[
https://issues.apache.org/jira/browse/HADOOP-4379?page=com.atlassian.jira.plugin.system.issuetabpanels:comment-tabpanel&focusedCommentId=12667602#action_12667602
]
Doug Judd commented on HADOOP-4379:
-----------------------------------
Hi Dhruba,
I tried your suggestion, but got the following exception when trying to open
the file with the 'append' method:
SEVERE: I/O exception while getting length of file
'/hypertable/servers/10.0.30.102_38060/log/range_txn/0.log' -
org.apache.hadoop.hdfs.protocol.AlreadyBeingCreatedException: failed to create
file /hypertable/servers/10.0.30.102_38060/log/range_txn/0.log for
DFSClient_2003773208 on client 10.0.30.102, because this file is already being
created by DFSClient_423127459 on 10.0.30.102
at
org.apache.hadoop.hdfs.server.namenode.FSNamesystem.startFileInternal(FSNamesystem.java:1088)
at
org.apache.hadoop.hdfs.server.namenode.FSNamesystem.appendFile(FSNamesystem.java:1177)
at
org.apache.hadoop.hdfs.server.namenode.NameNode.append(NameNode.java:321)

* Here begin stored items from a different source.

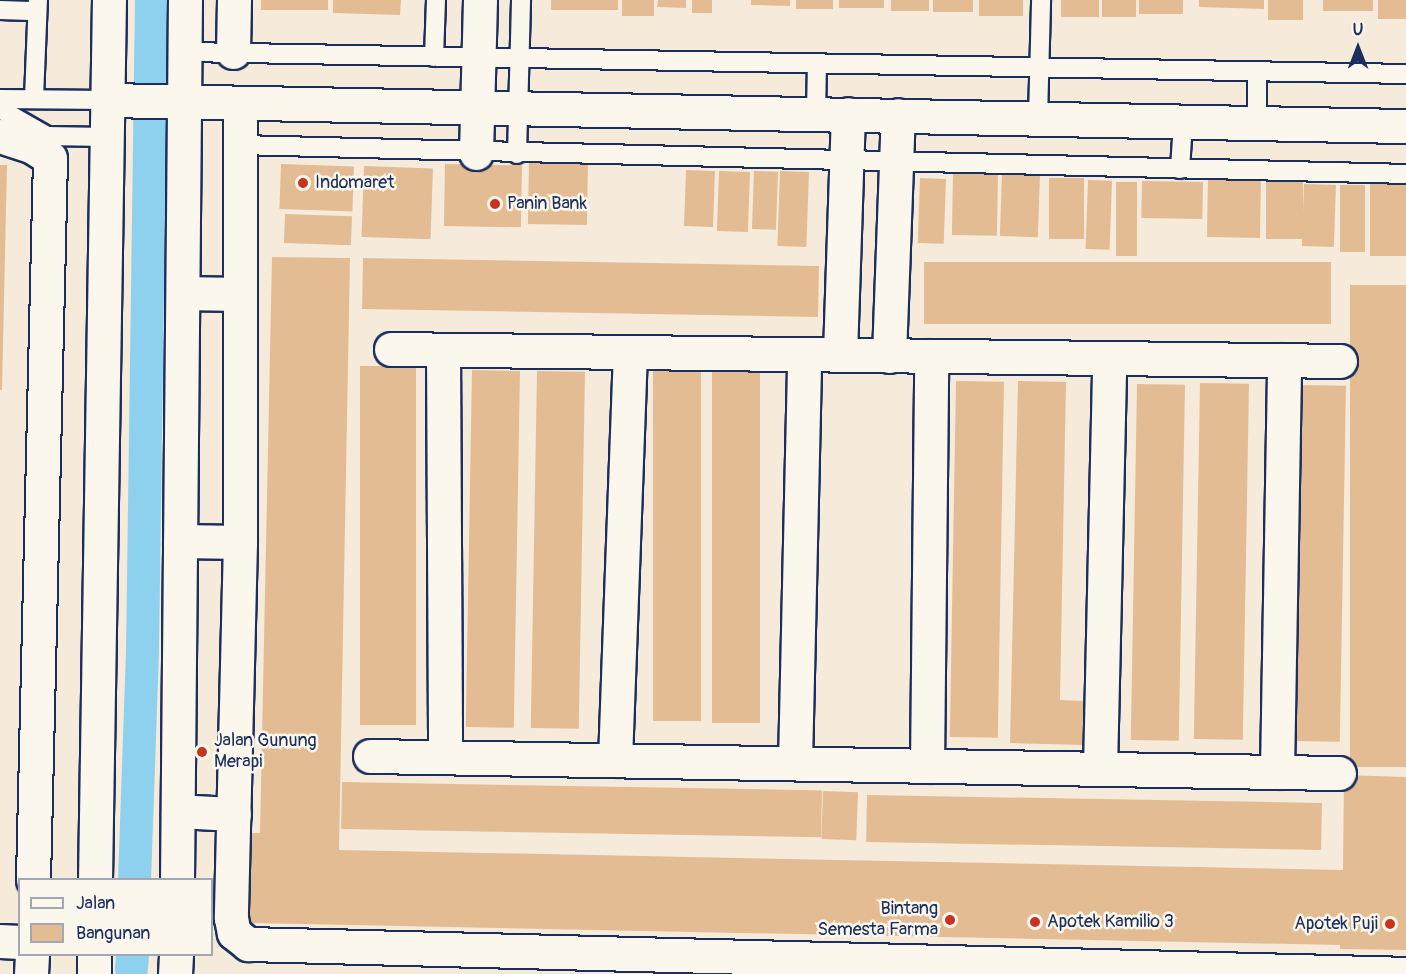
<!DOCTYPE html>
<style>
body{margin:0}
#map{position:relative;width:1406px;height:974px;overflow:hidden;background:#f6ebda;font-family:Pangolin,sans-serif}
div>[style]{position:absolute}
.canal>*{height:33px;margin:-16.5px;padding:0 16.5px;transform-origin:16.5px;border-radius:16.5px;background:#8dd1ef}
.building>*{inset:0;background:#e3bc94;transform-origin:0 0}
.roads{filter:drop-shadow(2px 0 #1b2f5e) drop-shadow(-2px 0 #1b2f5e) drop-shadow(0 2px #1b2f5e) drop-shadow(0 -2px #1b2f5e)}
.lane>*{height:18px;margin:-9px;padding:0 9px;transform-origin:9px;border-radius:9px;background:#fbf7ec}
.street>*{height:33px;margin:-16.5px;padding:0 16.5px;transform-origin:16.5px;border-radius:16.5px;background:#fbf7ec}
.secondary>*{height:33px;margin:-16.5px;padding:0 16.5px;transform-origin:16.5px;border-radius:16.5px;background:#fbf7ec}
.dots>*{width:16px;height:16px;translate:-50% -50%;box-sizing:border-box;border:3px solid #fbf7ec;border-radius:50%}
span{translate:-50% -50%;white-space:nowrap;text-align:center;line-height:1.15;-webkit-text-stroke:5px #fbf7ec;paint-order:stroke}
.poi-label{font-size:18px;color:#1b2f5e}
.left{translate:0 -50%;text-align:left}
.right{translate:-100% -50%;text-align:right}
.legend{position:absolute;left:18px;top:878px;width:195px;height:78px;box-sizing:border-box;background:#fbf7ec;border:2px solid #a1a7b3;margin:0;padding:8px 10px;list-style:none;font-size:18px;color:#1b2f5e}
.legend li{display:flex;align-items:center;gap:12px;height:30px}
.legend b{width:30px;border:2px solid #a1a7b3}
.north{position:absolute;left:1328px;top:18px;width:60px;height:60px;-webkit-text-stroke:4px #fbf7ec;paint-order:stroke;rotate:0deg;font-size:16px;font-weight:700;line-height:24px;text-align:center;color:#1b2f5e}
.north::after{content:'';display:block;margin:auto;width:21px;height:27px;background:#1b2f5e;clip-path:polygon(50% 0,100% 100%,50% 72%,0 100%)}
</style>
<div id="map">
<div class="canal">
<div style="left:134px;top:880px;width:228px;rotate:-88deg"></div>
<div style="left:142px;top:652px;width:652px;rotate:-89.21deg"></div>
<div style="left:131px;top:968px;width:14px;rotate:-86deg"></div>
</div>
<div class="building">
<div style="left:261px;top:0;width:67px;height:10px"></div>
<div style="clip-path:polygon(333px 0,401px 0,400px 15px,333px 13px)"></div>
<div style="left:551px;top:0;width:67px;height:10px"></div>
<div style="left:622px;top:0;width:32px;height:16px"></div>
<div style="clip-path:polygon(658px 0,686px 0,686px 8px,657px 7px)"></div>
<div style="left:692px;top:0;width:20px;height:13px"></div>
<div style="clip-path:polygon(751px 0,790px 0,790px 6px,751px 5px)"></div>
<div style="left:796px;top:0;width:37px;height:9px"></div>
<div style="left:839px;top:0;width:45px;height:8px"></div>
<div style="left:891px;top:0;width:38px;height:11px"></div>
<div style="left:933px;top:0;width:40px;height:12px"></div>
<div style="left:979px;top:0;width:44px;height:16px"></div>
<div style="left:1061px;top:0;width:38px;height:17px"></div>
<div style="left:1102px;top:0;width:34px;height:17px"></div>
<div style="left:1139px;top:0;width:44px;height:14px"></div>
<div style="clip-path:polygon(1199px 0,1264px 0,1264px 9px,1199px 7px)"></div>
<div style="left:1268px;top:0;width:35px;height:20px"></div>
<div style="left:1323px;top:0;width:50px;height:11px"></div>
<div style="left:1378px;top:0;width:28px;height:19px"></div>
<div style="left:529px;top:160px;width:59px;height:64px;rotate:1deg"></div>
<div style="left:281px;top:164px;width:73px;height:45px;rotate:2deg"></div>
<div style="left:445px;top:164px;width:77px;height:62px;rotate:1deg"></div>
<div style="clip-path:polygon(0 165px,7px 165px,2px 390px,0 390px)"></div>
<div style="left:364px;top:166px;width:69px;height:71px;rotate:2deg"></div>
<div style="left:686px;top:170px;width:29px;height:56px;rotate:2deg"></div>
<div style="left:719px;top:171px;width:31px;height:60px;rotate:2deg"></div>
<div style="left:754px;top:171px;width:24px;height:58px;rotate:2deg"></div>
<div style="left:780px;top:171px;width:29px;height:75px;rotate:2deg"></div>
<div style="left:953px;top:173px;width:45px;height:62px;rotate:1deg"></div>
<div style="left:1002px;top:174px;width:38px;height:62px;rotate:2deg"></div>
<div style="left:1208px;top:177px;width:53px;height:60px;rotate:1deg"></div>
<div style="left:920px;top:178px;width:26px;height:65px;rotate:2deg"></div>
<div style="left:1049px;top:178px;width:35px;height:61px"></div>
<div style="left:1266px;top:179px;width:37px;height:60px"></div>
<div style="left:1088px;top:180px;width:24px;height:69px;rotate:2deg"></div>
<div style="left:1142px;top:181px;width:61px;height:37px;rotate:1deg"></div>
<div style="left:1116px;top:182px;width:21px;height:74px"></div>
<div style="left:1304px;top:184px;width:32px;height:62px;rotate:2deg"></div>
<div style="left:1370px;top:184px;width:36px;height:72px"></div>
<div style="left:1340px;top:185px;width:25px;height:67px"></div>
<div style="left:285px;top:214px;width:67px;height:29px;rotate:2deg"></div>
<div style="clip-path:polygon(272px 257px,350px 258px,339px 850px,1343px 870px,1344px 775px,1406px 777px,1406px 950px,1340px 949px,1340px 945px,248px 923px,250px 833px,260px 833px)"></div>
<div style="left:363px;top:258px;width:456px;height:51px;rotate:1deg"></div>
<div style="left:924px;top:262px;width:407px;height:62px"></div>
<div style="left:1350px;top:285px;width:56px;height:482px"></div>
<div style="left:653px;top:365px;width:48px;height:356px"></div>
<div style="left:360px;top:366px;width:56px;height:359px"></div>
<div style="left:712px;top:367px;width:48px;height:356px"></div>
<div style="left:472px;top:370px;width:48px;height:357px;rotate:1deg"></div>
<div style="left:537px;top:371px;width:48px;height:357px;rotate:1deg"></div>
<div style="left:956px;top:381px;width:48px;height:356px;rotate:1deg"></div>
<div style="clip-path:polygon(1018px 381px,1066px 382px,1060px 700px,1084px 701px,1083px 745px,1010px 743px)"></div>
<div style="left:1200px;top:383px;width:49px;height:356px;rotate:1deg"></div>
<div style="left:1137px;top:384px;width:48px;height:356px;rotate:1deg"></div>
<div style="left:1297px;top:385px;width:49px;height:356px;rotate:1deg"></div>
<div style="left:342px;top:782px;width:480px;height:47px;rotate:1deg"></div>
<div style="left:823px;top:791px;width:35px;height:48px;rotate:2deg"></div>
<div style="left:867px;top:795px;width:455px;height:47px;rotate:1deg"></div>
</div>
<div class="roads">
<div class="lane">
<div style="left:0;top:10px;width:37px;rotate:2deg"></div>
<div style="left:185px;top:52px;width:1221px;rotate:1.03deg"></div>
<div style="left:434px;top:57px;width:57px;rotate:-88deg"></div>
<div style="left:1257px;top:71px;width:52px;rotate:90deg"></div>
<div style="left:34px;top:98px;width:98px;rotate:-87.7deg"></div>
<div style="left:0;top:99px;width:107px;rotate:0.5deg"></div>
<div style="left:0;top:109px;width:54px;rotate:29.9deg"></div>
<div style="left:47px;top:136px;width:60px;rotate:1deg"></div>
<div style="left:816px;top:114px;width:50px;rotate:-88.9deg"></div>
<div style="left:1038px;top:118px;width:118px;rotate:-88.5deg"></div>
<div style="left:239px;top:145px;width:1167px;rotate:1.42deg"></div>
<div style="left:517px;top:154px;width:154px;rotate:-88.5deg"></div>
<div style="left:1180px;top:169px;width:47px;rotate:-86.3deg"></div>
</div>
<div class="street">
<div style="left:233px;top:52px;width:52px;rotate:-88.9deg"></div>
<div style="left:107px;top:100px;width:1299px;rotate:1.15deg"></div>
<div style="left:240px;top:104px;width:438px;rotate:90deg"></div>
<div style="left:240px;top:542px;width:376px;rotate:91.4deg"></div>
<div style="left:231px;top:918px;width:15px;rotate:79deg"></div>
<div style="left:234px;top:933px;width:18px;rotate:38deg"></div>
<div style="left:248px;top:944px;width:1158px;rotate:1.48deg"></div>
<div style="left:0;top:136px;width:33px;rotate:18deg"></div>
<div style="left:31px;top:146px;width:22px;rotate:32deg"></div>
<div style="left:50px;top:158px;width:722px;rotate:91.35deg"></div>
<div style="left:476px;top:153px;width:153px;rotate:-88.5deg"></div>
<div style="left:183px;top:293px;width:56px;rotate:1deg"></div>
<div style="left:391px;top:349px;width:949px;rotate:0.72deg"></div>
<div style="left:443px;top:350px;width:407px;rotate:89.7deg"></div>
<div style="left:840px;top:354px;width:240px;rotate:-88.1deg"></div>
<div style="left:889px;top:356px;width:241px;rotate:-87.9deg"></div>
<div style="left:180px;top:541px;width:60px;rotate:1deg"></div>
<div style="left:370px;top:756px;width:969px;rotate:1.01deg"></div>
<div style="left:615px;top:760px;width:408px;rotate:-87.9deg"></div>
<div style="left:795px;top:763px;width:409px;rotate:-88.7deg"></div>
<div style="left:927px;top:766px;width:410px;rotate:-89.4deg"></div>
<div style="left:1100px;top:769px;width:411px;rotate:-88.7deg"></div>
<div style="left:1277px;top:772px;width:412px;rotate:-89deg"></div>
<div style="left:178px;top:811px;width:56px;rotate:3.1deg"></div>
<div style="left:0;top:941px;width:20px;rotate:3deg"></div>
<div style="left:31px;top:974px;width:20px;rotate:-87deg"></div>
</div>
<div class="secondary">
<div style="left:95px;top:880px;width:880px;rotate:-89.09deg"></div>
<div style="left:177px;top:880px;width:880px;rotate:-89.48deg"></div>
<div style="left:94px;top:974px;width:20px;rotate:-90deg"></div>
<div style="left:175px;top:974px;width:20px;rotate:-87deg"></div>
</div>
</div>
<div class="dots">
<div style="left:303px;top:183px;background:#c8321e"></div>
<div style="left:495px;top:204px;background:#c8321e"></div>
<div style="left:202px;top:752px;background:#c8321e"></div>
<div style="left:950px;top:920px;background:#c8321e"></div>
<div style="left:1035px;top:922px;background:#c8321e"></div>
<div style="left:1390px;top:924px;background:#c8321e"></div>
</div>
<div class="poi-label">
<span class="left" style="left:315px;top:183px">Indomaret</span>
<span class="left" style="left:507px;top:204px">Panin Bank</span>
<span class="left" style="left:214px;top:752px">Jalan Gunung<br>Merapi</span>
<span class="right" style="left:938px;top:920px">Bintang<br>Semesta Farma</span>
<span class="left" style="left:1047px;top:922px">Apotek Kamilio 3</span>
<span class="right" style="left:1378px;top:924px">Apotek Puji</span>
</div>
<ul class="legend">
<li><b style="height:8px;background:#fbf7ec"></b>Jalan</li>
<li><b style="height:16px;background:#e3bc94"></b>Bangunan</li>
</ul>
<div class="north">U</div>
</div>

at sun.reflect.GeneratedMethodAccessor50.invoke(Unknown Source)
at
sun.reflect.DelegatingMethodAccessorImpl.invoke(DelegatingMethodAccessorImpl.java:25)
at java.lang.reflect.Method.invoke(Method.java:597)
at org.apache.hadoop.ipc.RPC$Server.call(RPC.java:452)
at org.apache.hadoop.ipc.Server$Handler.run(Server.java:892)
I could re-write the whole thing to not be dependent on knowing log length,
however, it seems like it ought to be possible to obtain the actual file length
in this situation. The semantics of getFileStatus() seem a little odd.
Sometimes it returns the actual length of the file and sometimes it returns a
stale version of the length. I suppose this is ok as long as it is well
documented. But it should be possible to obtain the actual length of a file.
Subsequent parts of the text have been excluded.